Body Heat

I went to bed last night, and it was bloody cold. There’s no two ways about it. It was cold. I was looking forward to snuggling down under the duvet and absorbing some of the lovely warmth that had been generated by Carole as she snoozed her way through a crap 80s film with Eric Roberts.

Sadly, none of that was to be, as Carole had decided to fall asleep in what I foolishly think of as my side of the bed. I mean, yes, there was some mattress available to me. But it wasn’t substantial. It was like I was a farmer and I’d turned up to my beautiful field to find a rival farmer had, quickly and quietly, moved the boundary walls so that my lovely field of corn was just one or two rows.

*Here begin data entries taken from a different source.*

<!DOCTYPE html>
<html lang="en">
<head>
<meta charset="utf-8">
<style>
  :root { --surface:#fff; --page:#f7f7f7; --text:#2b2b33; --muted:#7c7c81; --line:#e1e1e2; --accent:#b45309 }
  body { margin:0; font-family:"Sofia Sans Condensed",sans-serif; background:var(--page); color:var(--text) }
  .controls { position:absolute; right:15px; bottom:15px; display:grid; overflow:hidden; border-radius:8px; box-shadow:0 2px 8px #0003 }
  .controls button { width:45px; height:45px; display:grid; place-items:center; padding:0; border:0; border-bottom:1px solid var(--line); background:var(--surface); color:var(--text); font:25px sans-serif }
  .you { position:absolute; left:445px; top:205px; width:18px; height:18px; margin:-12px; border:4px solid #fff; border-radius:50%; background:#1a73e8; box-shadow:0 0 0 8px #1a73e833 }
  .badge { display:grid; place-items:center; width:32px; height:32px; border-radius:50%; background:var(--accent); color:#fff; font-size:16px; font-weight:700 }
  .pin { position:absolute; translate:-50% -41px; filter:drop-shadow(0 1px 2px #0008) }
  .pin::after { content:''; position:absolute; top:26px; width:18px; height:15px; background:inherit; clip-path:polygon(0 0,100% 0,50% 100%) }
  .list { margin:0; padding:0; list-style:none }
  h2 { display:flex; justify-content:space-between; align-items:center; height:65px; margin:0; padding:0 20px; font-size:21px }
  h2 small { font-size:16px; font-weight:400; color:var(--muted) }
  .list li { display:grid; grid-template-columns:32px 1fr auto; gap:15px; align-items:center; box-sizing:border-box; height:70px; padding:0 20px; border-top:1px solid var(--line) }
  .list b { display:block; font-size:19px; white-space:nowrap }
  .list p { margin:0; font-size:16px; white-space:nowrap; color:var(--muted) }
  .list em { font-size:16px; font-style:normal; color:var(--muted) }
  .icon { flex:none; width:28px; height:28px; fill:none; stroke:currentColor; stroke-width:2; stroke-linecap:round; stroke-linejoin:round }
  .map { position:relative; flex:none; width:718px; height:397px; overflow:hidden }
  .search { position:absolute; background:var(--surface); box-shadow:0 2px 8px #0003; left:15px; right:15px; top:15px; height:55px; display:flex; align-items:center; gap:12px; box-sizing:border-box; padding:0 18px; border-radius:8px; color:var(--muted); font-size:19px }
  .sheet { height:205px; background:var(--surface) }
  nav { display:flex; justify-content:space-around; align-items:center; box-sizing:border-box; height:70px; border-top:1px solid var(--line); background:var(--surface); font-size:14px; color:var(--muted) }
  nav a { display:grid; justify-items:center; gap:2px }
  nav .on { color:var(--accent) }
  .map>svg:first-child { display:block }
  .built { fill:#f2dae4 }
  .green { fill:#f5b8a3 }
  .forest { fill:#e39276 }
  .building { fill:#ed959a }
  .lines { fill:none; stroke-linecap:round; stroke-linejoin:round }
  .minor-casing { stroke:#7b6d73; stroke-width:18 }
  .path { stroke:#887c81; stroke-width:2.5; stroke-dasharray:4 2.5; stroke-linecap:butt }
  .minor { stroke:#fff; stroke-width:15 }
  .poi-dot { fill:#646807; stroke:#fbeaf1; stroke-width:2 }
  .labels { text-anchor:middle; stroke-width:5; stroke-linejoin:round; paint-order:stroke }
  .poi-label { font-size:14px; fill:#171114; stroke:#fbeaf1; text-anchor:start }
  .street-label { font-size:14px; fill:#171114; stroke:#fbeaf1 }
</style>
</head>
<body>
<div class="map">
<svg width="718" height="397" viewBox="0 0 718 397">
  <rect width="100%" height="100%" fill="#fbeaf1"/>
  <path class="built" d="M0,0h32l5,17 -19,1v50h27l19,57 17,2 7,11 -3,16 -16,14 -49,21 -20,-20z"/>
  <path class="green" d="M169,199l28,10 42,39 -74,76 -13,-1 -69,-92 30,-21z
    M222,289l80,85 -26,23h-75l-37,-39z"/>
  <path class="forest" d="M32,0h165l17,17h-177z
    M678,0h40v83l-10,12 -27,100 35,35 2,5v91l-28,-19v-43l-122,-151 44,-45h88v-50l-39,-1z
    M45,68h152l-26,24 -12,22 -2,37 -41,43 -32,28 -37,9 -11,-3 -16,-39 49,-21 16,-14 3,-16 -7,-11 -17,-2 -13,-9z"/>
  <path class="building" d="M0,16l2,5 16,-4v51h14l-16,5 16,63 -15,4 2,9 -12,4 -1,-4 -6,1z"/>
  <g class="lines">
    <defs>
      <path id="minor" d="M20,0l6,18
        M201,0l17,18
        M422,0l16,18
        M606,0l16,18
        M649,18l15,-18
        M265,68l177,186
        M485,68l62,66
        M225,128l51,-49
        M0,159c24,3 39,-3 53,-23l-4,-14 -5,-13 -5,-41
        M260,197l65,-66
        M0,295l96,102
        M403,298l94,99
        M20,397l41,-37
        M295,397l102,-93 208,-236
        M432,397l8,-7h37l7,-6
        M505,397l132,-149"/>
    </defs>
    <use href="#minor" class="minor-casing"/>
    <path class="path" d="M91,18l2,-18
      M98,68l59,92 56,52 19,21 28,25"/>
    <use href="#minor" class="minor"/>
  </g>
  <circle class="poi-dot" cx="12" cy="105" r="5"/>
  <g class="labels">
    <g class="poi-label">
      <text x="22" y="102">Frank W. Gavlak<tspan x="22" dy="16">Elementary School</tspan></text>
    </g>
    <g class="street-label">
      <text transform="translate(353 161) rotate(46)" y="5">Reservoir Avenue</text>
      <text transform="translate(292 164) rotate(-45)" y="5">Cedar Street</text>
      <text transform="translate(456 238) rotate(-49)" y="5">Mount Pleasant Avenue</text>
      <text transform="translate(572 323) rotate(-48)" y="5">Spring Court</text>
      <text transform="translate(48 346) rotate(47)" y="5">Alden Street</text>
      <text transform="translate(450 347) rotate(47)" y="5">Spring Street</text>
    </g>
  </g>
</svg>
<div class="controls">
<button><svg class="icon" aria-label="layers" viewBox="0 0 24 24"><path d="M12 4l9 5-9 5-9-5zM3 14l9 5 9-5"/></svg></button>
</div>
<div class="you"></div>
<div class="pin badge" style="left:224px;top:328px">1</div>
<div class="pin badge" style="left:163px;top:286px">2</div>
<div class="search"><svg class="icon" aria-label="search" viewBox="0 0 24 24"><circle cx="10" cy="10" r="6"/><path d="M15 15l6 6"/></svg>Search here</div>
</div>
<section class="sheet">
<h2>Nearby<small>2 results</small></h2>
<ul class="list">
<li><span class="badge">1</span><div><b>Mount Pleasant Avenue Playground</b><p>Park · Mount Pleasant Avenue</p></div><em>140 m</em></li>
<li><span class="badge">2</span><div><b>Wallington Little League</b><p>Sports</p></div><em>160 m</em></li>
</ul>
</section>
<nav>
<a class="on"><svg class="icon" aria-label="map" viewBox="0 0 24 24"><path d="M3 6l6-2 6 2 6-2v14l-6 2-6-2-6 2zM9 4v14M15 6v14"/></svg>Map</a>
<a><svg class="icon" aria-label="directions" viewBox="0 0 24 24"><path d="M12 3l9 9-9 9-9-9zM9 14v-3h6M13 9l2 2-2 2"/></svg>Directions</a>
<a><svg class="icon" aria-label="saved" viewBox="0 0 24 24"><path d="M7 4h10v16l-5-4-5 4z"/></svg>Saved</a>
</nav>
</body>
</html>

What made it worse was that after I’d maneuvered my way into bed as best I could – all the while thinking that there must be a whole heap of space I could get into on Carole’s side of the bed – my body made contact with Carole’s.

Which woke her up and caused her to complain that I was like a block of ice.

She didn’t move. I’d like to point out. She stayed exactly where she was. She just made “brrr” noises.

I once made some fried egg sandwiches and, before I could eat them, they were taken from me by Carole. She ate them all and then complained that there was a little too much pepper on them for her liking. Which is mainly because at no point during the sandwich making process were they ever being made to her liking. They were my sandwiches. And then they weren’t.

The bed thing was like that. I didn’t really have a bed I could get into and enjoy and when I did get in the temperature of my body wasn’t really to Carole’s liking. I usually have a good few minutes to warm up my limbs before I will approach her slumbering frame for any sort of cuddle. But I was forced into it by a situation not of my making. Just like the egg sandwiches.